Bio-IT World 2024

April 15 – 17, 2024 (All Day)

Globus will be exhibiting as well as presenting in a number of sessions at this year’s Bio-IT World conference. Stop by the Globus booth or attend a session and hear how Globus can help modernize your research IT.

Visit the Globus Booth #408

  • Engage with the Globus team and hear how Globus supports management of PHI/HIPAA-regulated data and other protected data, including PII and CUI data
  • Learn about automating instrument data handling with Globus Flows
  • Hear about the Globus platform and the Globus search service, which provides fine-grained access control over metadata and other data
  • Learn how you can set up and automate scheduled and recurring transfers in the Globus web app
  • Speak to our experts about your data management requirements, or schedule a free consultation

Join a Globus Session

Symposium: FAIR Data

Title: FAIR and Compliant: A Blueprint for Collaboration on Protected Data
Date/Time: Monday, April 15, 2024, 1:20-1:40 p.m.
Speaker: Rachana Ananthakrishnan

The explosion of the amount of data coming off instruments, new research data sharing policy requirements for publication of scientific data, and the availability of a wide diversity of storage systems contribute to the increased demands on system administrators in research computing. Globus (globus.org) is a comprehensive platform for research IT which includes data description and discovery, protected data management, and automation. The platform balances findability and privacy, and improves the users’ experience through service offerings which abstract away system complexities and reduce the obstacles in data management, while enabling access to remote computing.
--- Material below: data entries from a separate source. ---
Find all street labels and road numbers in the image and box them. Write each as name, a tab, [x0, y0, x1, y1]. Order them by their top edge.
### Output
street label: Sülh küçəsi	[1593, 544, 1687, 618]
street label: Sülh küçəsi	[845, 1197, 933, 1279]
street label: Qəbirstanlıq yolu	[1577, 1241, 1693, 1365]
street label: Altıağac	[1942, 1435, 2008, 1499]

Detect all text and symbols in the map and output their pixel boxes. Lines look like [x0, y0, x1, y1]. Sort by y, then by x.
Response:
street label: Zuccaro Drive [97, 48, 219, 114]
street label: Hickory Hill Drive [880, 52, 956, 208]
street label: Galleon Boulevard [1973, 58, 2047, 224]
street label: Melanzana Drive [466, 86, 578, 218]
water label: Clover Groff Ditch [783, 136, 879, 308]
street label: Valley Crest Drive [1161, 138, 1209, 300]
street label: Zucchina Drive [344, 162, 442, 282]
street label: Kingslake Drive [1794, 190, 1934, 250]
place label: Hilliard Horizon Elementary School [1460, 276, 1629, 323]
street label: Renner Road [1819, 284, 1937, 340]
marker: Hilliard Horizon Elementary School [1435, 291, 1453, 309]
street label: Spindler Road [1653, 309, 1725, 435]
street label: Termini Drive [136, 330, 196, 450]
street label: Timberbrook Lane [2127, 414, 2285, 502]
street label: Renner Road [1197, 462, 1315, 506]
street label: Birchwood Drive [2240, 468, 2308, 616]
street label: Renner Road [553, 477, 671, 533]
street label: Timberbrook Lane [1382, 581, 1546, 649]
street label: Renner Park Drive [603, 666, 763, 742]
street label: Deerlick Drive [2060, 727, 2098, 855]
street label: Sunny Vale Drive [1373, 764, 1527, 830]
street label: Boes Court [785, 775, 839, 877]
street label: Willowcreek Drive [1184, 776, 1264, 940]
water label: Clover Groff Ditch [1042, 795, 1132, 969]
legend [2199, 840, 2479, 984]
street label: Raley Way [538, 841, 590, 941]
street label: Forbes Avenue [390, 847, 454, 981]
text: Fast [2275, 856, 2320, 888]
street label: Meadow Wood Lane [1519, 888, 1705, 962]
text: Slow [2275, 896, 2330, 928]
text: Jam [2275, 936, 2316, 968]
Symposium: Automation, Digital lab, and Robotics

Title: Enabling Self-Driving Labs for Autonomous Discovery
Date/Time: Monday, April 15, 2024, 9:10-9:40 a.m.
Speaker: Brigitte E. Raumann

Digital labs leveraging ML and AI algorithms will become commonplace in the future. Labs of the future will need to automate data management tasks such as data movement and sharing, to access diverse compute resources, and to fluidly cross authorization boundaries. Using AI-directed control of self-driving laboratories as an example, we will highlight how Globus can accelerate your move to modernize your infrastructure by enabling efficient and extensible automated task orchestration.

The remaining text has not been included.